Ithaka Harbors, Inc.
- Formation: 1995; 31 years ago
- Founder: Andrew W. Mellon Foundation
- Type: 501(c)(3) Not-for-profit
- Headquarters: 165 Broadway, 5th Fl, New York, NY 10005
- Coordinates: 40°45′48″N 73°57′59″W﻿ / ﻿40.76333°N 73.96639°W
- Products: JSTOR, Artstor, JSTOR Access in Prison
- Key people: Kevin M. Guthrie; Henry Bienen;
- Revenue: $85,732,800 (2014)
- Website: ithaka.org

= Ithaka Harbors =

US not-for-profit organization focused on digital technology in higher education

Ithaka Harbors, Inc. (stylized as ITHAKA) is an American not-for-profit, the parent company of digital library website JSTOR, the digital preservation service Portico, and the research and consulting group Ithaka S+R. Its stated mission is to "help the academic community use digital technologies to preserve the scholarly record and to advance research and teaching in sustainable ways". Ithaka was founded in 2003 by Kevin M. Guthrie. Ithaka's total revenue was $105 million in 2019, most of it ($79 million) from JSTOR service fees.

==History==
JSTOR was founded in 1995 under the direction of current Ithaka president Kevin M. Guthrie. Guthrie also served as the founding president of Ithaka in 2004. Both organizations were initially funded by grants from the Andrew W. Mellon Foundation, which at the time was led by William G. Bowen.

The two organizations announced that they would merge in 2009 after years of working together closely.
The organizations stated that the merger was "a natural progression" and that they would work together to help "academic institutions use digital technology to enhance scholarship and teaching and reduce system-wide costs through collective action."

==Services==

===JSTOR===

JSTOR is a major database of academic research materials, with content that includes books, journals, and primary sources.

===Portico===
Portico was created by JSTOR in 2002 as the Electronic-Archiving Initiative. It was transferred to Ithaka in 2004. Portico operates as a "'dim' archive for e-journal content" that stores information from scholarly journals and acts as a last-resort backup when a publisher discontinues a publication or goes out of business. For example, the part of Portico housing the journal Graft: Organ and Cell Transplantation was "lit up" and became publicly accessible after access to that journal's website was removed by its publisher. In 2019, Portico generated $6.3 million in revenue.

===Ithaka S+R===
Ithaka S+R is a research and consulting service that releases public research reports and offers consulting services to libraries, publishers, scholarly societies, universities, and other non-profit organizations. Ithaka S+R conducts triennial surveys of faculty members and library directors in the United States. In 2019, Ithaka S+R generated $1.8 million in revenue.

==Awards==
The same year that Ithaka Harbors obtained Portico, the Library of Congress gave a $3 million NDIIPP grant to the company for it to "develop, test, and operate one or more electronic archives for electronic journals", along with providing "long-term access to those journals". The endeavor was known as the Portico Project.

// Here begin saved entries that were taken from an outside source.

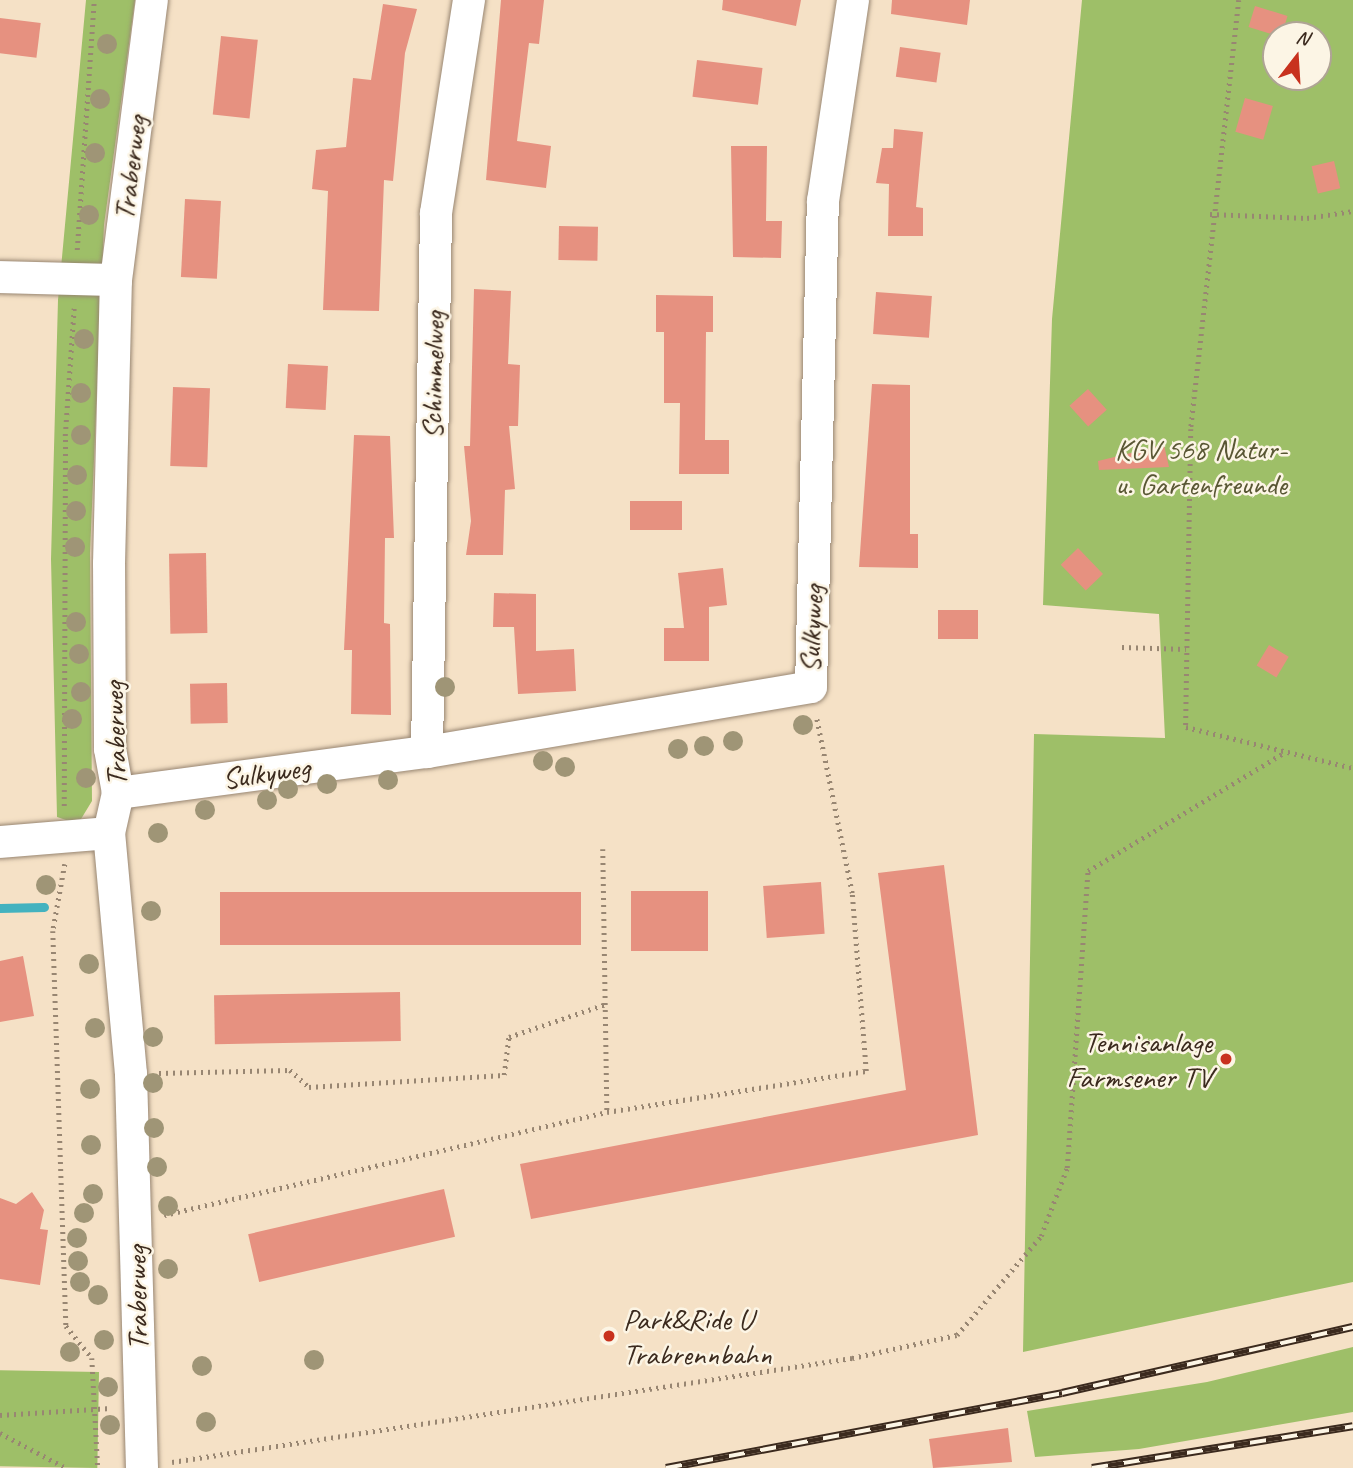 <!DOCTYPE html>
<html>
<head>
<meta charset="utf-8">
<style>
  body { margin:0 }
  #map { position:relative; width:1353px; height:1468px; overflow:hidden; background:#f5e1c6; font-family:Caveat,sans-serif }
  div>[style] { position:absolute }
  .green>* { inset:0; background:#9ebf68; transform-origin:0 0 }
  .stream>* { height:9px; margin:-4.5px; padding:0 4.5px; transform-origin:4.5px; border-radius:4.5px; background:#43b2bf }
  .building>* { inset:0; background:#e69180; transform-origin:0 0 }
  .path>* { height:4.5px; margin-top:-2.25px; transform-origin:0; background:repeating-linear-gradient(90deg,#988672 0 2px,transparent 0 7px) }
  .roads { filter:drop-shadow(0 0 2px #988672) drop-shadow(0 0 2px #988672) }
  .minor>* { height:32px; margin:-16px; padding:0 16px; transform-origin:16px; border-radius:16px; background:#fff }
  .rail>* { height:8px; margin-top:-4px; transform-origin:0; background:repeating-linear-gradient(90deg,#fcf5e5 0 16px,#3b2a1e 0 32px); box-sizing:border-box; border-block:2px solid #3b2a1e }
  .trees>* { width:20px; height:20px; margin:-10px; border-radius:50%; background:#9f9576 }
  .dots>* { width:19px; height:19px; translate:-50% -50%; box-sizing:border-box; border:4px solid #fcf5e5; border-radius:50% }
  span { translate:-50% -50%; white-space:nowrap; text-align:center; line-height:1.15; -webkit-text-stroke:5px #fcf5e5; paint-order:stroke }
  .street-label { font-size:30px; color:#3b2a1e }
  .park-label { font-size:30px; color:#595734 }
  .poi-label { font-size:30px; color:#3b2a1e }
  .right { translate:-100% -50%; text-align:right }
  .left { translate:0 -50%; text-align:left }
  .north { position:absolute; left:1262px; top:21px; width:70px; height:70px; box-sizing:border-box; background:#fcf5e5; border:2px solid #afa495; border-radius:50%; rotate:17deg; font-size:19px; font-weight:700; line-height:28px; text-align:center; color:#3b2a1e }
  .north::after { content:''; display:block; margin:auto; width:24px; height:32px; background:#c8321e; clip-path:polygon(50% 0,100% 100%,50% 72%,0 100%) }
</style>
</head>
<body>
<div id="map">
  <div class="green">
    <div style="clip-path:polygon(86px 0,135px 0,104px 225px,90px 553px,92px 801px,81px 819px,69px 821px,57px 817px,51px 559px,58px 300px)"></div>
    <div style="clip-path:polygon(evenodd,1082px 0,1353px 0,1353px 1282px,1023px 1352px,1034px 734px,1165px 738px,1159px 614px,1043px 605px,1052px 319px,1082px 0,1276px 35px,1318px 35px,1318px 77px,1276px 77px,1276px 35px)"></div>
    <div style="clip-path:polygon(1353px 1347px,1353px 1412px,1139px 1449px,1035px 1457px,1027px 1411px,1207px 1382px)"></div>
    <div style="left:99px;top:1372px;width:96px;height:99px;rotate:91deg"></div>
  </div>
  <div class="stream">
    <div style="left:0;top:908px;width:44px;rotate:-1.3deg"></div>
  </div>
  <div class="building">
    <div style="clip-path:polygon(501px 0,544px 0,539px 44px,529px 43px,517px 141px,551px 146px,546px 188px,486px 180px)"></div>
    <div style="clip-path:polygon(723px 0,801px 0,796px 26px,722px 10px)"></div>
    <div style="clip-path:polygon(892px 0,970px 0,967px 25px,891px 14px)"></div>
    <div style="clip-path:polygon(383px 4px,417px 9px,405px 53px,393px 181px,384px 180px,379px 311px,323px 310px,328px 191px,312px 189px,316px 150px,346px 147px,353px 78px,371px 80px)"></div>
    <div style="left:1255px;top:6px;width:34px;height:22px;rotate:17deg"></div>
    <div style="left:0;top:18px;width:41px;height:35px;rotate:7deg"></div>
    <div style="left:221px;top:36px;width:37px;height:79px;rotate:6deg"></div>
    <div style="left:900px;top:47px;width:41px;height:30px;rotate:8deg"></div>
    <div style="left:697px;top:60px;width:66px;height:37px;rotate:7deg"></div>
    <div style="left:1245px;top:98px;width:29px;height:35px;rotate:16deg"></div>
    <div style="clip-path:polygon(894px 129px,923px 132px,916px 207px,923px 208px,923px 236px,888px 236px,889px 184px,876px 183px,882px 148px,893px 148px)"></div>
    <div style="clip-path:polygon(731px 146px,767px 146px,766px 221px,782px 221px,781px 258px,733px 257px)"></div>
    <div style="left:1334px;top:161px;width:28px;height:23px;rotate:77deg"></div>
    <div style="left:185px;top:199px;width:36px;height:78px;rotate:3deg"></div>
    <div style="left:559px;top:226px;width:39px;height:34px;rotate:1deg"></div>
    <div style="clip-path:polygon(474px 289px,511px 291px,508px 364px,520px 365px,518px 426px,509px 426px,515px 489px,505px 490px,503px 555px,466px 555px,471px 521px,464px 446px,470px 446px)"></div>
    <div style="left:876px;top:292px;width:56px;height:42px;rotate:4deg"></div>
    <div style="clip-path:polygon(656px 295px,713px 296px,713px 332px,706px 332px,705px 440px,729px 440px,729px 474px,679px 474px,680px 403px,664px 403px,664px 332px,656px 332px)"></div>
    <div style="left:288px;top:364px;width:40px;height:44px;rotate:3deg"></div>
    <div style="clip-path:polygon(872px 384px,910px 385px,910px 534px,918px 534px,918px 568px,859px 567px)"></div>
    <div style="left:173px;top:387px;width:37px;height:79px;rotate:2deg"></div>
    <div style="left:1088px;top:389px;width:28px;height:25px;rotate:48deg"></div>
    <div style="clip-path:polygon(354px 435px,390px 436px,394px 538px,385px 538px,384px 623px,390px 624px,391px 715px,351px 714px,352px 650px,344px 650px)"></div>
    <div style="clip-path:polygon(1164px 445px,1169px 467px,1099px 470px,1098px 461px)"></div>
    <div style="left:630px;top:501px;width:52px;height:29px"></div>
    <div style="left:1078px;top:548px;width:36px;height:24px;rotate:46deg"></div>
    <div style="left:206px;top:553px;width:80px;height:37px;rotate:89deg"></div>
    <div style="clip-path:polygon(723px 568px,727px 605px,709px 607px,709px 661px,664px 661px,664px 628px,684px 628px,678px 573px)"></div>
    <div style="clip-path:polygon(494px 593px,536px 594px,536px 651px,574px 649px,576px 691px,518px 694px,514px 627px,493px 627px)"></div>
    <div style="left:938px;top:610px;width:40px;height:29px"></div>
    <div style="left:1269px;top:645px;width:23px;height:24px;rotate:31deg"></div>
    <div style="left:227px;top:683px;width:40px;height:37px;rotate:89deg"></div>
    <div style="clip-path:polygon(944px 865px,978px 1135px,531px 1219px,520px 1164px,906px 1090px,878px 873px)"></div>
    <div style="left:821px;top:882px;width:52px;height:58px;rotate:86deg"></div>
    <div style="left:631px;top:891px;width:77px;height:60px"></div>
    <div style="left:581px;top:892px;width:53px;height:361px;rotate:90deg"></div>
    <div style="clip-path:polygon(23px 956px,34px 1016px,0 1022px,0 961px)"></div>
    <div style="left:400px;top:992px;width:49px;height:186px;rotate:89deg"></div>
    <div style="left:444px;top:1189px;width:49px;height:201px;rotate:77deg"></div>
    <div style="clip-path:polygon(32px 1192px,44px 1210px,40px 1229px,48px 1230px,40px 1285px,0 1279px,0 1198px,16px 1204px)"></div>
    <div style="clip-path:polygon(1008px 1428px,1012px 1462px,933px 1468px,929px 1439px)"></div>
  </div>
  <div class="path">
    <div style="left:1239px;top:0;width:432px;rotate:96.4deg"></div>
    <div style="left:1191px;top:429px;width:298px;rotate:91deg"></div>
    <div style="left:1186px;top:727px;width:172px;rotate:13.8deg"></div>
    <div style="left:1210px;top:214px;width:97px;rotate:2.4deg"></div>
    <div style="left:1307px;top:218px;width:47px;rotate:-8.7deg"></div>
    <div style="left:77px;top:250px;width:251px;rotate:-86.1deg"></div>
    <div style="left:1122px;top:647px;width:64px;rotate:1.8deg"></div>
    <div style="left:64px;top:806px;width:370px;rotate:-89.8deg"></div>
    <div style="left:65px;top:436px;width:128px;rotate:-86deg"></div>
    <div style="left:603px;top:849px;width:263px;rotate:89.1deg"></div>
    <div style="left:65px;top:864px;width:68px;rotate:100.2deg"></div>
    <div style="left:53px;top:931px;width:395px;rotate:88.1deg"></div>
    <div style="left:66px;top:1326px;width:41px;rotate:50.9deg"></div>
    <div style="left:92px;top:1358px;width:110px;rotate:86.9deg"></div>
    <div style="left:159px;top:1073px;width:131px;rotate:-1.3deg"></div>
    <div style="left:290px;top:1070px;width:25px;rotate:42deg"></div>
    <div style="left:309px;top:1087px;width:195px;rotate:-3.5deg"></div>
    <div style="left:504px;top:1075px;width:38px;rotate:-83deg"></div>
    <div style="left:509px;top:1037px;width:102px;rotate:-18.8deg"></div>
    <div style="left:164px;top:1215px;width:455px;rotate:-13.1deg"></div>
    <div style="left:607px;top:1112px;width:262px;rotate:-9deg"></div>
    <div style="left:866px;top:1071px;width:179px;rotate:-94.5deg"></div>
    <div style="left:852px;top:893px;width:181px;rotate:-101.5deg"></div>
    <div style="left:0;top:1415px;width:111px;rotate:-3.6deg"></div>
    <div style="left:0;top:1433px;width:75px;rotate:27.9deg"></div>
    <div style="left:172px;top:1462px;width:688px;rotate:-8.7deg"></div>
    <div style="left:852px;top:1358px;width:107px;rotate:-12.4deg"></div>
    <div style="left:957px;top:1335px;width:130px;rotate:-49.7deg"></div>
    <div style="left:1041px;top:1236px;width:73px;rotate:-69.1deg"></div>
    <div style="left:1067px;top:1168px;width:298px;rotate:-86deg"></div>
    <div style="left:1088px;top:871px;width:227px;rotate:-31.1deg"></div>
  </div>
  <div class="roads">
    <div class="minor">
      <div style="left:0;top:277px;width:116px;rotate:1.5deg"></div>
      <div style="left:427px;top:752px;width:539px;rotate:-89.04deg"></div>
      <div style="left:436px;top:213px;width:216px;rotate:-81.2deg"></div>
      <div style="left:118px;top:793px;width:312px;rotate:-7.6deg"></div>
      <div style="left:427px;top:752px;width:389px;rotate:-9.6deg"></div>
      <div style="left:811px;top:687px;width:486px;rotate:-88.6deg"></div>
      <div style="left:823px;top:201px;width:203px;rotate:-81.5deg"></div>
      <div style="left:0;top:842px;width:109px;rotate:-4.7deg"></div>
      <div style="left:142px;top:1468px;width:394px;rotate:-91.6deg"></div>
      <div style="left:131px;top:1074px;width:242px;rotate:-95.2deg"></div>
      <div style="left:109px;top:833px;width:41px;rotate:-77.3deg"></div>
      <div style="left:118px;top:793px;width:45px;rotate:-100.3deg"></div>
      <div style="left:110px;top:749px;width:185px;rotate:-90.3deg"></div>
      <div style="left:109px;top:564px;width:284px;rotate:-88.6deg"></div>
      <div style="left:116px;top:280px;width:282px;rotate:-82.7deg"></div>
    </div>
  </div>
  <div class="rail">
    <div style="left:666px;top:1468px;width:403px;rotate:-10.7deg"></div>
    <div style="left:1062px;top:1393px;width:298px;rotate:-12.8deg"></div>
    <div style="left:1092px;top:1468px;width:264px;rotate:-9.1deg"></div>
  </div>
  <div class="trees">
    <div style="left:107px;top:44px"></div>
    <div style="left:100px;top:99px"></div>
    <div style="left:95px;top:153px"></div>
    <div style="left:89px;top:215px"></div>
    <div style="left:84px;top:339px"></div>
    <div style="left:81px;top:393px"></div>
    <div style="left:81px;top:435px"></div>
    <div style="left:77px;top:475px"></div>
    <div style="left:76px;top:511px"></div>
    <div style="left:75px;top:547px"></div>
    <div style="left:76px;top:622px"></div>
    <div style="left:79px;top:654px"></div>
    <div style="left:445px;top:687px"></div>
    <div style="left:81px;top:692px"></div>
    <div style="left:72px;top:719px"></div>
    <div style="left:803px;top:725px"></div>
    <div style="left:733px;top:741px"></div>
    <div style="left:704px;top:746px"></div>
    <div style="left:678px;top:749px"></div>
    <div style="left:543px;top:761px"></div>
    <div style="left:565px;top:767px"></div>
    <div style="left:86px;top:778px"></div>
    <div style="left:388px;top:780px"></div>
    <div style="left:327px;top:784px"></div>
    <div style="left:288px;top:789px"></div>
    <div style="left:267px;top:800px"></div>
    <div style="left:205px;top:810px"></div>
    <div style="left:158px;top:833px"></div>
    <div style="left:46px;top:885px"></div>
    <div style="left:151px;top:911px"></div>
    <div style="left:89px;top:964px"></div>
    <div style="left:95px;top:1028px"></div>
    <div style="left:153px;top:1037px"></div>
    <div style="left:153px;top:1083px"></div>
    <div style="left:90px;top:1089px"></div>
    <div style="left:154px;top:1128px"></div>
    <div style="left:91px;top:1145px"></div>
    <div style="left:157px;top:1167px"></div>
    <div style="left:93px;top:1194px"></div>
    <div style="left:168px;top:1206px"></div>
    <div style="left:84px;top:1213px"></div>
    <div style="left:77px;top:1238px"></div>
    <div style="left:78px;top:1261px"></div>
    <div style="left:168px;top:1269px"></div>
    <div style="left:80px;top:1282px"></div>
    <div style="left:98px;top:1295px"></div>
    <div style="left:104px;top:1340px"></div>
    <div style="left:70px;top:1352px"></div>
    <div style="left:314px;top:1360px"></div>
    <div style="left:202px;top:1366px"></div>
    <div style="left:108px;top:1387px"></div>
    <div style="left:206px;top:1422px"></div>
    <div style="left:110px;top:1425px"></div>
  </div>
  <div class="dots">
    <div style="left:1226px;top:1059px;background:#c8321e"></div>
    <div style="left:609px;top:1336px;background:#c8321e"></div>
  </div>
  <div class="street-label">
    <span style="left:130px;top:168px;rotate:-83deg">Traberweg</span>
    <span style="left:433px;top:375px;rotate:-89deg">Schimmelweg</span>
    <span style="left:811px;top:629px;rotate:-88deg">Sulkyweg</span>
    <span style="left:115px;top:734px;rotate:-92deg">Traberweg</span>
    <span style="left:266px;top:773px;rotate:-8deg">Sulkyweg</span>
    <span style="left:137px;top:1298px;rotate:-91deg">Traberweg</span>
  </div>
  <div class="park-label">
    <span style="left:1201px;top:466px">KGV 568 Natur-<br>u. Gartenfreunde</span>
  </div>
  <div class="poi-label">
    <span class="right" style="left:1212px;top:1059px">Tennisanlage<br>Farmsener TV</span>
    <span class="left" style="left:623px;top:1336px">Park&amp;Ride U<br>Trabrennbahn</span>
  </div>
  <div class="north">N</div>
</div>
</body>
</html>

The National Endowment for the Humanities and the Institute of Museum and Library Services named Ithaka Harbors as one of the four recipients of their 2008 Digital Partnership grant awards. The company was chosen because of its Protecting Future Access Now: Developing a Prototype Preservation Model for Digital Books project, which is meant to be a "prototype preservation service that will provide a practical model for the preservation of digitized books."

Ithaka Harbors received federal contract awards in 2010 and 2011. The former was $75,000 given by the US Department of Labor for their "Archived E-journal Collections". A year later, the Department of the Army awarded $17,000 for collection additions of "books, maps and other publications".

==Notable trustees==

- Henry S. Bienen, former president of Northwestern University
- William G. Bowen, President Emeritus of The Andrew W. Mellon Foundation, former president of Princeton
- Ira Fuchs, former vice president of the Andrew W. Mellon Foundation
- Catharine Bond Hill, President of Vassar College
- Alexandra W. Logue, Executive Vice Chancellor and Provost of the City University of New York (CUNY)
- Judith Shapiro, former President of Barnard College
- Stephen M. Stigler, Professor at the Department of Statistics of the University of Chicago.